Yet, somehow I persevered through my long, on-the-job training, learning to juggle a child (later, children) and freelance assignments, cutting back on work, taking more on, as the demands of life ebbed and flowed. Eventually, I settled into a terrific gig, as a monthly columnist for SKIRT! Magazine for its first five years. My support system was exceptional: regular sitters, a helpful, hands-on husband, a mother and a sister who lived five blocks and eight blocks away, respectively. Nonetheless, well into my older children’s teen years, I still thought of myself as having two personae: one, that slightly bohemian person, the artist, the loner who stood slightly outside the culture; the other, the mother whose job was just the opposite: to carry the culture forward, both through the birth process and later via actual trips in her minivan.
From time to time I fantasized what my life would be like if I did not have the responsibilities and encumbrances of a family. What if I did not have to cook meals for six on a daily basis, settle sibling disputes, sit through long games in the gymnasium, call out vocabulary on flash cards, or find someone else’s missing shoe or lost jacket at 6:30 a.m.? What if each day were a luxurious tabula rasa on which to paint words, eat a carton of yogurt for dinner, sleep whenever, read for hours at a stretch, talk to fellow artists, daydream, or entice the muse? What would it be like to be able to call one’s time wholly one’s own?
When the kids were in middle and high school, I had my chance to find out. Rounding up my best writing samples, I applied for a competitive fellowship to attend an artists’ colony for two blissful weeks. My application was bolstered by the recommendation of a novelist friend, much established, who had insight both into my work and my hectic life as a mother of four. I never read his letter of recommendation, but, he once told me the gist of it: “if any writer could benefit from two weeks at a writers’ colony, it’s this woman.” (Translation: please take this beleaguered mother in and give her asylum!)
The utopia I arrived at some months later — suitcase and laptop in hand, expectant as any first grader on the first day of school — consisted of a complex of buildings clustered on an expanse of pastoral land. Beyond its boundaries, sweeping out to the far horizon in every direction, were hundreds of acres of rolling blue-green farmland. About 20 writers, visual artists, and composers were in residence at any given time. I was shown — as each Fellow was — to a private, Spartan bedroom with cinder block walls, a single bed, and reading lamp; a few hundred feet away, a second room awaited me: a private studio for uninterrupted work. Nirvana! There were no schedules to follow or chores to do and I can recall no rules other than the sacred dictum never to interrupt another Fellow at work. One could simply disappear into one’s art, if so desired, but most of the Fellows did come together for communal breakfast and dinner in the dining room. After dinner, we’d write down what kind of sandwich we wanted for tomorrow’s lunch and turn in our orders to the kitchen. The sandwich would appear, in a metal lunchbox, as if by magic outside one’s studio door at the noon hour the next day.
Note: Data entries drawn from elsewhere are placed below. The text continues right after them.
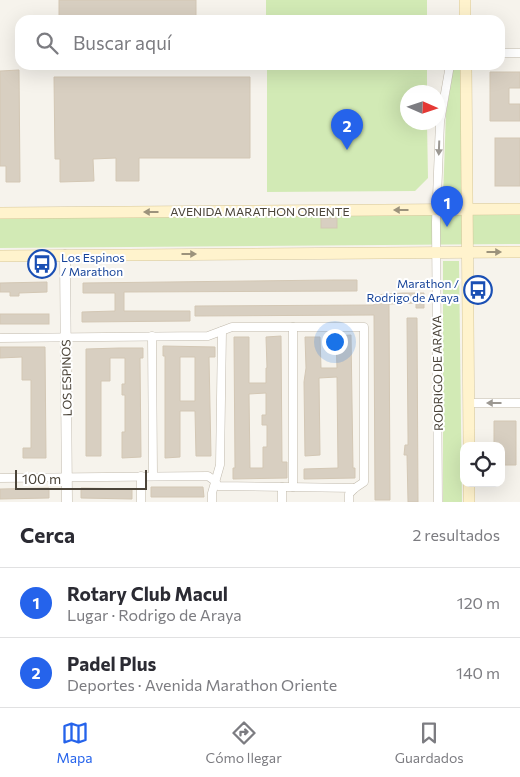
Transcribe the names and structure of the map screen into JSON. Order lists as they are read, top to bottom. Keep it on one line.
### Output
{"streets":{"main road":["AVENIDA MARATHON ORIENTE"],"street":["RODRIGO DE ARAYA","LOS ESPINOS"]},"crossings":[["AVENIDA MARATHON ORIENTE","RODRIGO DE ARAYA"]],"places":{"bus stop":["Los Espinos / Marathon","Marathon / Rodrigo de Araya"]},"scale_bar":"100 m","north":"right","page":{"search":"Buscar aquí","pins":["2","1"],"scale":"100 m","heading":["Cerca","2 resultados"],"list":[{"mark":"1","name":"Rotary Club Macul","note":"Lugar · Rodrigo de Araya","value":"120 m"},{"mark":"2","name":"Padel Plus","note":"Deportes · Avenida Marathon Oriente","value":"140 m"}],"nav":["Mapa","Cómo llegar","Guardados"]}}
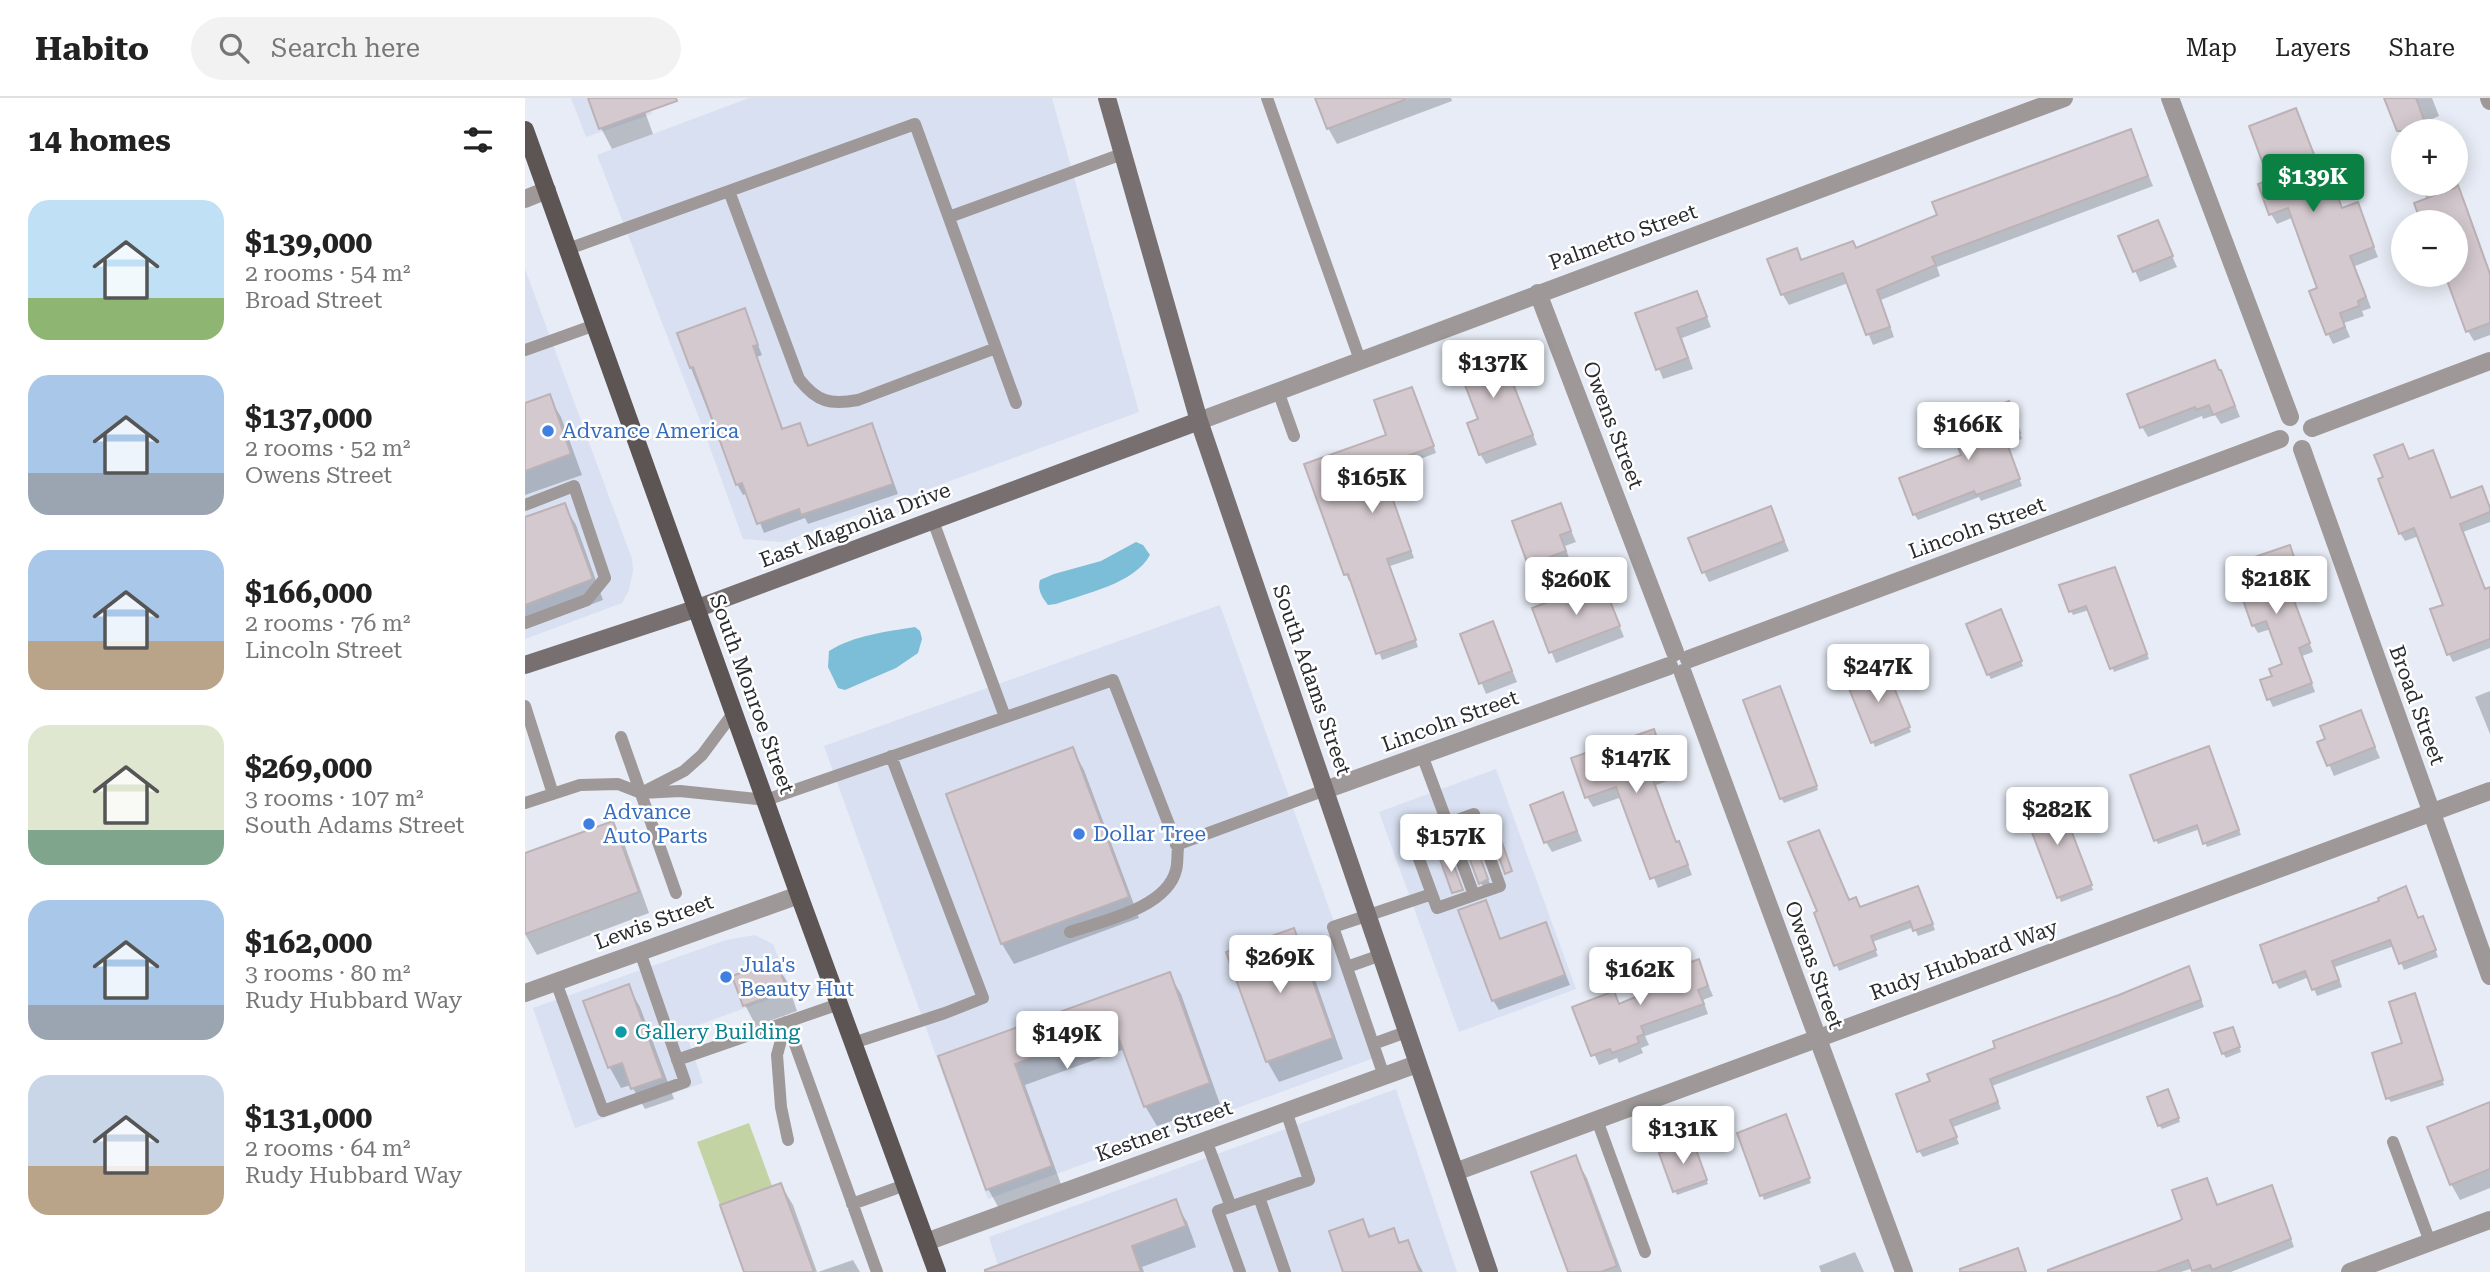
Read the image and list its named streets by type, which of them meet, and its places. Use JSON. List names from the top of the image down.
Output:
{
  "streets": {
    "main road": ["East Magnolia Drive", "South Adams Street", "South Monroe Street"],
    "street": [
      "Palmetto Street",
      "Owens Street",
      "Lincoln Street",
      "Broad Street",
      "Lewis Street",
      "Rudy Hubbard Way",
      "Kestner Street"
    ]
  },
  "crossings": [
    ["Palmetto Street", "Owens Street"],
    ["Palmetto Street", "East Magnolia Drive"],
    ["Palmetto Street", "South Adams Street"],
    ["Owens Street", "Lincoln Street"],
    ["Owens Street", "Rudy Hubbard Way"],
    ["East Magnolia Drive", "South Adams Street"],
    ["East Magnolia Drive", "South Monroe Street"],
    ["Lincoln Street", "South Adams Street"],
    ["Lincoln Street", "Broad Street"],
    ["South Adams Street", "Rudy Hubbard Way"],
    ["South Adams Street", "Kestner Street"],
    ["South Monroe Street", "Lewis Street"],
    ["South Monroe Street", "Kestner Street"],
    ["Broad Street", "Rudy Hubbard Way"]
  ],
  "places": [
    "Advance America",
    "Advance Auto Parts",
    "Dollar Tree",
    "Jula's Beauty Hut",
    "Gallery Building"
  ],
  "page": {
    "header": "Habito",
    "search": "Search here",
    "nav": ["Map", "Layers", "Share"],
    "heading": "14 homes",
    "map_buttons": ["+", "−"],
    "price": [
      "$139K",
      "$137K",
      "$166K",
      "$165K",
      "$218K",
      "$260K",
      "$247K",
      "$147K",
      "$282K",
      "$157K",
      "$269K",
      "$162K",
      "$149K",
      "$131K"
    ],
    "list": [
      {
        "name": "$139,000",
        "note": "2 rooms · 54 m² · Broad Street"
      },
      {
        "name": "$137,000",
        "note": "2 rooms · 52 m² · Owens Street"
      },
      {
        "name": "$166,000",
        "note": "2 rooms · 76 m² · Lincoln Street"
      },
      {
        "name": "$269,000",
        "note": "3 rooms · 107 m² · South Adams Street"
      },
      {
        "name": "$162,000",
        "note": "3 rooms · 80 m² · Rudy Hubbard Way"
      },
      {
        "name": "$131,000",
        "note": "2 rooms · 64 m² · Rudy Hubbard Way"
      }
    ]
  }
}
Full of talent, ego, ambition and invention, the hilltop colony vibrated, thrummed, practically levitated with around-the-clock creativity. It has sheltered and nurtured over 3,000 artists in its time; among them are winners of the National Book Award, the Pulitzer Prize, and the MacArthur genius award. The writer in the studio next to mine was putting the finishing touches on a novel that would become a play on Broadway (Wicked). There was a cross-dresser among us, and one artist who painted in his own blood, puncturing his veins daily and collecting fluid in a vial. I wondered if my scarlet letter, “M” for Mother, showed and felt sure I was the only one in that heady Camelot who could be counted on for cupcakes and carpools at home.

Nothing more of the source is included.